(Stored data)
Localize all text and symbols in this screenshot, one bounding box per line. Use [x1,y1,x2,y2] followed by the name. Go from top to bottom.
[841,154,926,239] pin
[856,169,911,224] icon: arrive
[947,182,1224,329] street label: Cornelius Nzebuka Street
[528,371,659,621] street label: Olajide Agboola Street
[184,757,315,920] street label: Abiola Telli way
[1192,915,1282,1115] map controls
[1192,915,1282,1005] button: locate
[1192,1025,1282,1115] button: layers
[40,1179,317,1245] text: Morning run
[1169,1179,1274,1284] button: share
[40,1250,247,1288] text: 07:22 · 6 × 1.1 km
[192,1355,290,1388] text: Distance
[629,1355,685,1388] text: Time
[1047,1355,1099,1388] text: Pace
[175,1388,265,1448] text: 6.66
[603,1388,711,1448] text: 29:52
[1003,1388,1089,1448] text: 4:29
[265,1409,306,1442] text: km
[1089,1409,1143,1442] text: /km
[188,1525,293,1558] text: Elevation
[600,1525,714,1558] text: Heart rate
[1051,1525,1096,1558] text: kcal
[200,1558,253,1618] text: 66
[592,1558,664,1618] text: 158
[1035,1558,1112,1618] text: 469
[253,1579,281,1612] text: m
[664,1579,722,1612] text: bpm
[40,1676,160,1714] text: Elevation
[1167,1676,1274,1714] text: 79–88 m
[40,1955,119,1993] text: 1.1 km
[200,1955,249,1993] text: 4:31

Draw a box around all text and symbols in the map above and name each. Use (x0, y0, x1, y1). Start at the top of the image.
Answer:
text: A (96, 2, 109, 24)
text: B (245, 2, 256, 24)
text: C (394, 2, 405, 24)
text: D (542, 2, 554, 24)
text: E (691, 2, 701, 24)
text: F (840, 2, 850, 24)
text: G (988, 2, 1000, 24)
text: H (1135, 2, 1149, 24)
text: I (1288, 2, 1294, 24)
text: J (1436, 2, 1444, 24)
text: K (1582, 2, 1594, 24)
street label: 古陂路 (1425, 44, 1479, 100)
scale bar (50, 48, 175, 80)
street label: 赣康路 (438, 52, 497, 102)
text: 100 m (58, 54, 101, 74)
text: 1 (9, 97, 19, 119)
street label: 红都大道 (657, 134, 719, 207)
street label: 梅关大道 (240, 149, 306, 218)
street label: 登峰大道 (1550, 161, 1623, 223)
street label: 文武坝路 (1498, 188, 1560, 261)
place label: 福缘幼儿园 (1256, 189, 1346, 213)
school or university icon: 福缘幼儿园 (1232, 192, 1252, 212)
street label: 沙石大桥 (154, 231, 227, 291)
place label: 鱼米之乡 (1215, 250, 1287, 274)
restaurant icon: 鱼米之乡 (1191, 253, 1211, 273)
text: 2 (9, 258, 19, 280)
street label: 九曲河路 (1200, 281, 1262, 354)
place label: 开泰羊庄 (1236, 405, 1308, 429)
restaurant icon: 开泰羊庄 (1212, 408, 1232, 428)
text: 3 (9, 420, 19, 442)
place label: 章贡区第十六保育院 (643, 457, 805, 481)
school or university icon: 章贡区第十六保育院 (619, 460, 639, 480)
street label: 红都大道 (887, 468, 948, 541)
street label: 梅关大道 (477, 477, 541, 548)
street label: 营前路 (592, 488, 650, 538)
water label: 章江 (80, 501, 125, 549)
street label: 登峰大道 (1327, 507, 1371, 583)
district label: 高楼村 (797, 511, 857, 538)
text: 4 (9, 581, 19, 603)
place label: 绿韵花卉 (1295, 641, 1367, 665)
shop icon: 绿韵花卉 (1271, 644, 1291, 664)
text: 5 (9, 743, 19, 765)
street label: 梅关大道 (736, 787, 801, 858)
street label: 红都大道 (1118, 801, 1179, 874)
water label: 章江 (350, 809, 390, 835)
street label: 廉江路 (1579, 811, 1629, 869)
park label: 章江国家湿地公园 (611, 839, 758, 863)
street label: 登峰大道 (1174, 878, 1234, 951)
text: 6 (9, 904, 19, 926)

> To do
Would it be possible to reproduce all the entries exactly as they appear above?

> Response
Localize all text and symbols in this screenshot, one bounding box per line. Use [x1,y1,x2,y2] followed by the name. Go from top to bottom.
[841,154,926,239] pin
[856,169,911,224] icon: arrive
[947,182,1224,329] street label: Cornelius Nzebuka Street
[528,371,659,621] street label: Olajide Agboola Street
[184,757,315,920] street label: Abiola Telli way
[1192,915,1282,1115] map controls
[1192,915,1282,1005] button: locate
[1192,1025,1282,1115] button: layers
[40,1179,317,1245] text: Morning run
[1169,1179,1274,1284] button: share
[40,1250,247,1288] text: 07:22 · 6 × 1.1 km
[192,1355,290,1388] text: Distance
[629,1355,685,1388] text: Time
[1047,1355,1099,1388] text: Pace
[175,1388,265,1448] text: 6.66
[603,1388,711,1448] text: 29:52
[1003,1388,1089,1448] text: 4:29
[265,1409,306,1442] text: km
[1089,1409,1143,1442] text: /km
[188,1525,293,1558] text: Elevation
[600,1525,714,1558] text: Heart rate
[1051,1525,1096,1558] text: kcal
[200,1558,253,1618] text: 66
[592,1558,664,1618] text: 158
[1035,1558,1112,1618] text: 469
[253,1579,281,1612] text: m
[664,1579,722,1612] text: bpm
[40,1676,160,1714] text: Elevation
[1167,1676,1274,1714] text: 79–88 m
[40,1955,119,1993] text: 1.1 km
[200,1955,249,1993] text: 4:31

Draw a box around all text and symbols in the map above and name each. Use (x0, y0, x1, y1). Start at the top of the image.
Answer:
text: A (96, 2, 109, 24)
text: B (245, 2, 256, 24)
text: C (394, 2, 405, 24)
text: D (542, 2, 554, 24)
text: E (691, 2, 701, 24)
text: F (840, 2, 850, 24)
text: G (988, 2, 1000, 24)
text: H (1135, 2, 1149, 24)
text: I (1288, 2, 1294, 24)
text: J (1436, 2, 1444, 24)
text: K (1582, 2, 1594, 24)
street label: 古陂路 (1425, 44, 1479, 100)
scale bar (50, 48, 175, 80)
street label: 赣康路 (438, 52, 497, 102)
text: 100 m (58, 54, 101, 74)
text: 1 (9, 97, 19, 119)
street label: 红都大道 (657, 134, 719, 207)
street label: 梅关大道 (240, 149, 306, 218)
street label: 登峰大道 (1550, 161, 1623, 223)
street label: 文武坝路 (1498, 188, 1560, 261)
place label: 福缘幼儿园 (1256, 189, 1346, 213)
school or university icon: 福缘幼儿园 (1232, 192, 1252, 212)
street label: 沙石大桥 (154, 231, 227, 291)
place label: 鱼米之乡 (1215, 250, 1287, 274)
restaurant icon: 鱼米之乡 (1191, 253, 1211, 273)
text: 2 (9, 258, 19, 280)
street label: 九曲河路 (1200, 281, 1262, 354)
place label: 开泰羊庄 (1236, 405, 1308, 429)
restaurant icon: 开泰羊庄 (1212, 408, 1232, 428)
text: 3 (9, 420, 19, 442)
place label: 章贡区第十六保育院 (643, 457, 805, 481)
school or university icon: 章贡区第十六保育院 (619, 460, 639, 480)
street label: 红都大道 (887, 468, 948, 541)
street label: 梅关大道 (477, 477, 541, 548)
street label: 营前路 (592, 488, 650, 538)
water label: 章江 (80, 501, 125, 549)
street label: 登峰大道 (1327, 507, 1371, 583)
district label: 高楼村 (797, 511, 857, 538)
text: 4 (9, 581, 19, 603)
place label: 绿韵花卉 (1295, 641, 1367, 665)
shop icon: 绿韵花卉 (1271, 644, 1291, 664)
text: 5 (9, 743, 19, 765)
street label: 梅关大道 (736, 787, 801, 858)
street label: 红都大道 (1118, 801, 1179, 874)
water label: 章江 (350, 809, 390, 835)
street label: 廉江路 (1579, 811, 1629, 869)
park label: 章江国家湿地公园 (611, 839, 758, 863)
street label: 登峰大道 (1174, 878, 1234, 951)
text: 6 (9, 904, 19, 926)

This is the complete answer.